A major limitation of this study is that we cannot provide a separate cohort to externally validate uric acid as a biomarker for risk stratification in DLBCL. We therefore refrain from premature conclusions that this biomarker should be incorporated into presently available risk stratification rules. Although our study population comprises two separate cohorts, external validation in more populations will also be necessary for proposing a generalisable cut-off that defines an elevated uric acid level in the DLBCL setting. Thus, the two cut-offs used in this study (empirical and ROC-derived) should be regarded as tentative and exploratory with respect to our primary study question. Finally, we want to highlight that although we showed statistically significant improvements in risk prediction when adding pretreatment uric acid to the NCCN-IPI, it is now well understood that definitive ‘added benefit’ regarding prediction upon inclusion of a novel biomarker to an established risk score needs should only be declared when an integrative analysis using clinically relevant net reclassification statistics and/or decision curve analysis has been performed (Kerr et al, 2014).

However, these analyses would represent separate stand-alone projects beyond the scope of this manuscript.

In conclusion, this study indicates for the first time that a high uric acid level is a negative prognostic factor regarding OS, PFS, COS and CDFS in DLBCL patients.

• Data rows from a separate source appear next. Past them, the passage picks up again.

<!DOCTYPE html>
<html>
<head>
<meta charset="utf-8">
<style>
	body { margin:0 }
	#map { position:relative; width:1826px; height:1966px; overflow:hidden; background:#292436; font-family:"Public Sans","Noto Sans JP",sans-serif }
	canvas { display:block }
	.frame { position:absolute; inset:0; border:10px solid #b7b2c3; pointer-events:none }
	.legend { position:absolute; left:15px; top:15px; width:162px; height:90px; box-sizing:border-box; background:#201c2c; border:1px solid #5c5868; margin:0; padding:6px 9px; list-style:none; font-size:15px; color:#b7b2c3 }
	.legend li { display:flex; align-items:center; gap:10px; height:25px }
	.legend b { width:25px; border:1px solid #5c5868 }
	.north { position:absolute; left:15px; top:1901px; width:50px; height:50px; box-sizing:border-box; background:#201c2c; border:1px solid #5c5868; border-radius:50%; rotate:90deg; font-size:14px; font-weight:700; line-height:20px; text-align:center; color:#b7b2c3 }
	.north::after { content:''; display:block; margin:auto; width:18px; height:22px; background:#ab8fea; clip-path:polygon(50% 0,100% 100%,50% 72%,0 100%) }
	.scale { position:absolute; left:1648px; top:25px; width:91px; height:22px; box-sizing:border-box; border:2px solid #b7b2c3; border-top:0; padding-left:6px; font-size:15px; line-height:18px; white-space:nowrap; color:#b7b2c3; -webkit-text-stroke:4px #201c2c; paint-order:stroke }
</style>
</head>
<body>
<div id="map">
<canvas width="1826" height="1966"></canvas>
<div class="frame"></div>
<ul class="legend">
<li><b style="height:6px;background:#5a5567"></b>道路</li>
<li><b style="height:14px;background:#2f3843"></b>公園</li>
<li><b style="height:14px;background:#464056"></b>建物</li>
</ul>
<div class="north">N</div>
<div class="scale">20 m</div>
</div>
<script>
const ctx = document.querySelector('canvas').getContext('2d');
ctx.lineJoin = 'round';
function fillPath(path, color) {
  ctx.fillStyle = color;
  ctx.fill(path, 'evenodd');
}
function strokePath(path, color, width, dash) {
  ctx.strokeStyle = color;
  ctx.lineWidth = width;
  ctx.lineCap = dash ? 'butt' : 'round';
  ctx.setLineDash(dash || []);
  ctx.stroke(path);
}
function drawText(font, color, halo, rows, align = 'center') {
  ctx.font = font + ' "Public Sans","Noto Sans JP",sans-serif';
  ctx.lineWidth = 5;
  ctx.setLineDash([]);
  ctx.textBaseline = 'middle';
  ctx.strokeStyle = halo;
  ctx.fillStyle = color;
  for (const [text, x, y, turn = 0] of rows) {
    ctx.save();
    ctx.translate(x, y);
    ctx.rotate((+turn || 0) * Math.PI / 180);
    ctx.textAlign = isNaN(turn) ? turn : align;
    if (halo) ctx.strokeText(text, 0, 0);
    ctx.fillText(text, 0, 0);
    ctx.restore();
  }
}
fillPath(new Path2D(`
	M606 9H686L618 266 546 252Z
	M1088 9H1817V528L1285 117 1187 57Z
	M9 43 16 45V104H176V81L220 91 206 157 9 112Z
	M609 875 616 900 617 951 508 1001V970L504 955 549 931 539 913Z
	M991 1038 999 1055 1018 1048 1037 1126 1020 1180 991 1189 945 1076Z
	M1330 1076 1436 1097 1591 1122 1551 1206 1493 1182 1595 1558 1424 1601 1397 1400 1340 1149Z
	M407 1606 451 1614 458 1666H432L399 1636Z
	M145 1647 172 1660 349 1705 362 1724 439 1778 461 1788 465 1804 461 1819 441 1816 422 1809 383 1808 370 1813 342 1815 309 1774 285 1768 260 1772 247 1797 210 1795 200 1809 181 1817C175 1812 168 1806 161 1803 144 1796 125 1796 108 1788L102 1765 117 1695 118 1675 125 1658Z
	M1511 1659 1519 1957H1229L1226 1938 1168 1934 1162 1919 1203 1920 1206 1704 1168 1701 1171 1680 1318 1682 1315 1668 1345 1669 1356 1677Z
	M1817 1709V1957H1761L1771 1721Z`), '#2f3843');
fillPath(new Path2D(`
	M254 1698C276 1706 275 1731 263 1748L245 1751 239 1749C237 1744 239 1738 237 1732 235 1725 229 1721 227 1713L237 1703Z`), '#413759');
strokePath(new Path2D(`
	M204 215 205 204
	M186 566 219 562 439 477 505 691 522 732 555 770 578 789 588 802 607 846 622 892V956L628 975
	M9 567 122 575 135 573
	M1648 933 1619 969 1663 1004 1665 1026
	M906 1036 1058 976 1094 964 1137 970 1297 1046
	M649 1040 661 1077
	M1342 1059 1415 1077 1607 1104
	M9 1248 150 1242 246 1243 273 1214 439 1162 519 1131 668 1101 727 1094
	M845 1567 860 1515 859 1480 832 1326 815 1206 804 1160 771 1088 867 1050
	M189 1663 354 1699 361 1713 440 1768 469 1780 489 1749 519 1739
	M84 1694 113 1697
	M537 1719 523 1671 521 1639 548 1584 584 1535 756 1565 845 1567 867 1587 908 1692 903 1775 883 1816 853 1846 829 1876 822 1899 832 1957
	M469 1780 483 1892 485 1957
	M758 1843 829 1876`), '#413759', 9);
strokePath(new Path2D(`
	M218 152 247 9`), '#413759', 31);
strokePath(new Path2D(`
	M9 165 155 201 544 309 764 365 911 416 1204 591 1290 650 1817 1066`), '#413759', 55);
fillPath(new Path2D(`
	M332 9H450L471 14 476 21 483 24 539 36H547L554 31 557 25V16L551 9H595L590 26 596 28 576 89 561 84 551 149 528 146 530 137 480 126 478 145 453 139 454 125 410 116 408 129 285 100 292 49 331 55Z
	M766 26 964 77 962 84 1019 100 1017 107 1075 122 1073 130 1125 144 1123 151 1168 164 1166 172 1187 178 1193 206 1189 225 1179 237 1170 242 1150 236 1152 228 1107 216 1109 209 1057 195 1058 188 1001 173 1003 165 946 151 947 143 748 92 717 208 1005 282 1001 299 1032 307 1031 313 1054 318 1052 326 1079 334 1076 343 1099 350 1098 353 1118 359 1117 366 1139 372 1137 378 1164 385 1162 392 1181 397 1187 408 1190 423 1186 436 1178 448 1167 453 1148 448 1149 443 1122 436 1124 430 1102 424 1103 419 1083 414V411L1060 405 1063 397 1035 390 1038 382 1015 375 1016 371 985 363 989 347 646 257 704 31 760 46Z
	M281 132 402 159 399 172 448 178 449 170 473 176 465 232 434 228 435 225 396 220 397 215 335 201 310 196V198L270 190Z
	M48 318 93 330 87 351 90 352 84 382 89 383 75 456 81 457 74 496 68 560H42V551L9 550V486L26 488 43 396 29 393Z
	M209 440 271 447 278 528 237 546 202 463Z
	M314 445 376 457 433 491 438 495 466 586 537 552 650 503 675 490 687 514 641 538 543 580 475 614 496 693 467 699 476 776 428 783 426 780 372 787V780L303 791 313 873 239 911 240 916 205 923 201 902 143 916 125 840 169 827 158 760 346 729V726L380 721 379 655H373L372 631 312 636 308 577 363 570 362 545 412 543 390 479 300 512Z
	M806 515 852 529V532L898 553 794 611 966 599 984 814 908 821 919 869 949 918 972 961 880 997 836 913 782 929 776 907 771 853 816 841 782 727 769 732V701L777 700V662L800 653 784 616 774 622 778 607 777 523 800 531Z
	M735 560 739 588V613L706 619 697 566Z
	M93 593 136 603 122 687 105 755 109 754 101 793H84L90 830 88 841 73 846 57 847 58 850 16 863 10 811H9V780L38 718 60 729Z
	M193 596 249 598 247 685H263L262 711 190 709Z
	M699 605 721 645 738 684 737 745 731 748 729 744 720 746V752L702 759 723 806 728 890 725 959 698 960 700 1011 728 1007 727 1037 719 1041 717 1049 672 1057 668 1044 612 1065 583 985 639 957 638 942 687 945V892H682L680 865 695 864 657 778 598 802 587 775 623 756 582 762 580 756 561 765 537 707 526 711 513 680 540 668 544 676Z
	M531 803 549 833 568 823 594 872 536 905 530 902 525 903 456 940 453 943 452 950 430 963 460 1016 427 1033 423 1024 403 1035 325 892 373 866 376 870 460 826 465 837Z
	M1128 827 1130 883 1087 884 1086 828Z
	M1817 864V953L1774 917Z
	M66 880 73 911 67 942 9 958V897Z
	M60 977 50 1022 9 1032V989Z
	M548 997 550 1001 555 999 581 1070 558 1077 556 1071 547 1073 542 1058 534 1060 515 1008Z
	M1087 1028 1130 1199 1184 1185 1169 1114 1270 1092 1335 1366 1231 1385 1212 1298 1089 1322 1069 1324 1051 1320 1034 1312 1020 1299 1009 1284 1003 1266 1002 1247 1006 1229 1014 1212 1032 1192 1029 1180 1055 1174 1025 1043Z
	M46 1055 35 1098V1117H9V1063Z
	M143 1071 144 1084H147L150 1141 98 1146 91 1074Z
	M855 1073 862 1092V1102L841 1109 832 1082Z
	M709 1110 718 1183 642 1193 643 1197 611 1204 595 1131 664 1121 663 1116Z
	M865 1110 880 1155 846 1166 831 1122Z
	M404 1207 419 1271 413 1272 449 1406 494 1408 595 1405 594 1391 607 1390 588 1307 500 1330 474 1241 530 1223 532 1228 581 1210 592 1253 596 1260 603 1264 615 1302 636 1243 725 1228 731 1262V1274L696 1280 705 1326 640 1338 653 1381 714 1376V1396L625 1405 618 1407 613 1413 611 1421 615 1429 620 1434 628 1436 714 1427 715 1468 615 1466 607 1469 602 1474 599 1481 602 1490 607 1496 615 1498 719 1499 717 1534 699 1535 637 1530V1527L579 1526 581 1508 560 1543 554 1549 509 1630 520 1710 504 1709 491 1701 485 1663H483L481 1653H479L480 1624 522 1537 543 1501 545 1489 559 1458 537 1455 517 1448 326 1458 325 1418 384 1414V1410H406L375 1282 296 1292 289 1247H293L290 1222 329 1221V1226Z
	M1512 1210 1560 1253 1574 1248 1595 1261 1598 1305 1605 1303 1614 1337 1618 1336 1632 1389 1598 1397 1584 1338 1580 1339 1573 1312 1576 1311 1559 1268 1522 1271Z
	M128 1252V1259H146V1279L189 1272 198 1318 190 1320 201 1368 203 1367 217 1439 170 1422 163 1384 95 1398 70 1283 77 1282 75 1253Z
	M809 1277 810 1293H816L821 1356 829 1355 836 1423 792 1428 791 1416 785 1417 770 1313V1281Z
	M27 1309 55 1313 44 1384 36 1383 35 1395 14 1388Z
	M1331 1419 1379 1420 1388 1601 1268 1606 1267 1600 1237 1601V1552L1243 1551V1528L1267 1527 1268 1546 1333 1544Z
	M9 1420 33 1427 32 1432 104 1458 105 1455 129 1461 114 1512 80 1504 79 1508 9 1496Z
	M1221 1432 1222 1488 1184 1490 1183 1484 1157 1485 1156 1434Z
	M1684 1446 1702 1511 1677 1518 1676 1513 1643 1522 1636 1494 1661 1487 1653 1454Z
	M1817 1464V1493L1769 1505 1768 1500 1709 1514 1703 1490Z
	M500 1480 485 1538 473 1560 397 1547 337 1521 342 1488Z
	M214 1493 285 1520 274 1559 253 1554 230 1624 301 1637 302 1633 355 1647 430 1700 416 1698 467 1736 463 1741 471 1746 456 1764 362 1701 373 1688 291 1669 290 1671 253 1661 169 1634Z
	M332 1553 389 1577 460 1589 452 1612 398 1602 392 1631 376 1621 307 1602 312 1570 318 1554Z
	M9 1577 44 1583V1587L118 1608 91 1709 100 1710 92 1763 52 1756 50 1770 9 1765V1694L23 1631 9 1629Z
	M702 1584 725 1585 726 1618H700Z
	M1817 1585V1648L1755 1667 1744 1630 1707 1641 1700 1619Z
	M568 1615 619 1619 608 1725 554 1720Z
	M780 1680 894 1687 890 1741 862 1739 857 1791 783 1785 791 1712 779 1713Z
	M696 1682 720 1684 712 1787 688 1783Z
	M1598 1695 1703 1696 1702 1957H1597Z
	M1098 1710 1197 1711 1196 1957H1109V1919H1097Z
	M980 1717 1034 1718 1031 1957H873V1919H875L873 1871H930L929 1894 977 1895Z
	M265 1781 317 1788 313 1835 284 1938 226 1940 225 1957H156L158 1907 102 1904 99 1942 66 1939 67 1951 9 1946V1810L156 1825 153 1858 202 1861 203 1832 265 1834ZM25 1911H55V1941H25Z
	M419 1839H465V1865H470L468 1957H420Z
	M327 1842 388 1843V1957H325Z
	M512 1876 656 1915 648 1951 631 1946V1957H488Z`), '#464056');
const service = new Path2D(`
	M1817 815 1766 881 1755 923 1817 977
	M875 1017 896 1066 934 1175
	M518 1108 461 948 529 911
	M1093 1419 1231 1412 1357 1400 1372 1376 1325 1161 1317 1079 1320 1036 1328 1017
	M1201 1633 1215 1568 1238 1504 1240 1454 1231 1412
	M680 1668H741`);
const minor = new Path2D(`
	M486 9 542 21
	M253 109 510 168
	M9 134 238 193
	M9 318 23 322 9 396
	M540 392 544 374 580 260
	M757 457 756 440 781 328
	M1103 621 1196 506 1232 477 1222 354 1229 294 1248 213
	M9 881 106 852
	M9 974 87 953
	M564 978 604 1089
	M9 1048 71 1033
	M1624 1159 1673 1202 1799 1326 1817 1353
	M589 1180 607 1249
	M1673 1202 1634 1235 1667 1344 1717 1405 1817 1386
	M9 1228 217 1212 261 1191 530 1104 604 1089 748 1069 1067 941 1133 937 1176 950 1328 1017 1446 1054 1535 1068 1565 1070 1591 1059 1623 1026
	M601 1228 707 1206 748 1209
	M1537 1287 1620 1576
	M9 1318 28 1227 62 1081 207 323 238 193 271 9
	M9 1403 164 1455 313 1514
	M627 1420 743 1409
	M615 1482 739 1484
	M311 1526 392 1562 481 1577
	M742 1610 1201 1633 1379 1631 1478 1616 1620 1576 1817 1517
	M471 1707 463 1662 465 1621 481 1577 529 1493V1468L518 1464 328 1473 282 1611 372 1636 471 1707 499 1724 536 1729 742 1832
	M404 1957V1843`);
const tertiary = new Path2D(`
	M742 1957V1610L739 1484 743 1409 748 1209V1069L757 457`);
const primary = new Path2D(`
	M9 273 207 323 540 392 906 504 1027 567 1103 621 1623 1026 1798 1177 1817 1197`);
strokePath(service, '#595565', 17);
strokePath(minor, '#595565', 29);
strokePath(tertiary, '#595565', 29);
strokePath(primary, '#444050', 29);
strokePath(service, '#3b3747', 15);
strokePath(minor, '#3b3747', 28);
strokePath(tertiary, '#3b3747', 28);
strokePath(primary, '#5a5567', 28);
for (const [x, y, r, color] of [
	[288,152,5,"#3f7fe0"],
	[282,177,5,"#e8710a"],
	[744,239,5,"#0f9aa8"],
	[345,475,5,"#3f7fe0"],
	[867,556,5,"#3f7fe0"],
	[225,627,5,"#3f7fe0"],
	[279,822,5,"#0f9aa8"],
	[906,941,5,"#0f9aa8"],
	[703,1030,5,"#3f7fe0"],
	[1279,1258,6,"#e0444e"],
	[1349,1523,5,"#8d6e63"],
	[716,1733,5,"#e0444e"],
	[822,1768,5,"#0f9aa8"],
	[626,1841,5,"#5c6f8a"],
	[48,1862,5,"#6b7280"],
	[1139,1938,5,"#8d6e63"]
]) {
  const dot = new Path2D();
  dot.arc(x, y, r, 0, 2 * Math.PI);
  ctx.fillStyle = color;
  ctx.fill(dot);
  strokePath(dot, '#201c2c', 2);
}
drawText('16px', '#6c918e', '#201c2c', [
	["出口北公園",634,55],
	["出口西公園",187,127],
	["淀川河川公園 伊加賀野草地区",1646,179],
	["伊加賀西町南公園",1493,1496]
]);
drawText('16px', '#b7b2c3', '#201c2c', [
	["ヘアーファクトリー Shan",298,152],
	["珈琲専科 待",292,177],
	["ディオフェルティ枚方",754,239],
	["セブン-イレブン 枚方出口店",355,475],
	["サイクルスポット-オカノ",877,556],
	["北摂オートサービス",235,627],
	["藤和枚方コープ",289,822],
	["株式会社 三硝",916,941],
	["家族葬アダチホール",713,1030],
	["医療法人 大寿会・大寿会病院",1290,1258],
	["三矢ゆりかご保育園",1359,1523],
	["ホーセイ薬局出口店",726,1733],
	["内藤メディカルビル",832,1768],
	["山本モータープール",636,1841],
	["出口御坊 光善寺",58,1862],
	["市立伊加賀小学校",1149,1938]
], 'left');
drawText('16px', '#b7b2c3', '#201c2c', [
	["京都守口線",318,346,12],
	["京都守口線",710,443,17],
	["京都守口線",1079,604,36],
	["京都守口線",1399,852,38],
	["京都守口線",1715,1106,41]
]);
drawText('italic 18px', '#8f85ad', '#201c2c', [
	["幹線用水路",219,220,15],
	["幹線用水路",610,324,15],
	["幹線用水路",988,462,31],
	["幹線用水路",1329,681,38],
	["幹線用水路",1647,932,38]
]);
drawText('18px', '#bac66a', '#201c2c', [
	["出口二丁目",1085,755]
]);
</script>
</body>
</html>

These data allow us to carefully hypothesise that uric acid may add prognostic information to the present armamentarium of clinical risk prediction tools in DLBCL. Further studies should focus on (1) externally validating pretreatment uric acid levels for risk stratification of patients with DLBCL, (2) defining a generalisable cut-off for elevated uric acid levels in this setting and (3) demonstrating improvements in risk prediction with uric acid according to a clinically meaningful reclassification of patients into higher or lower risk strata.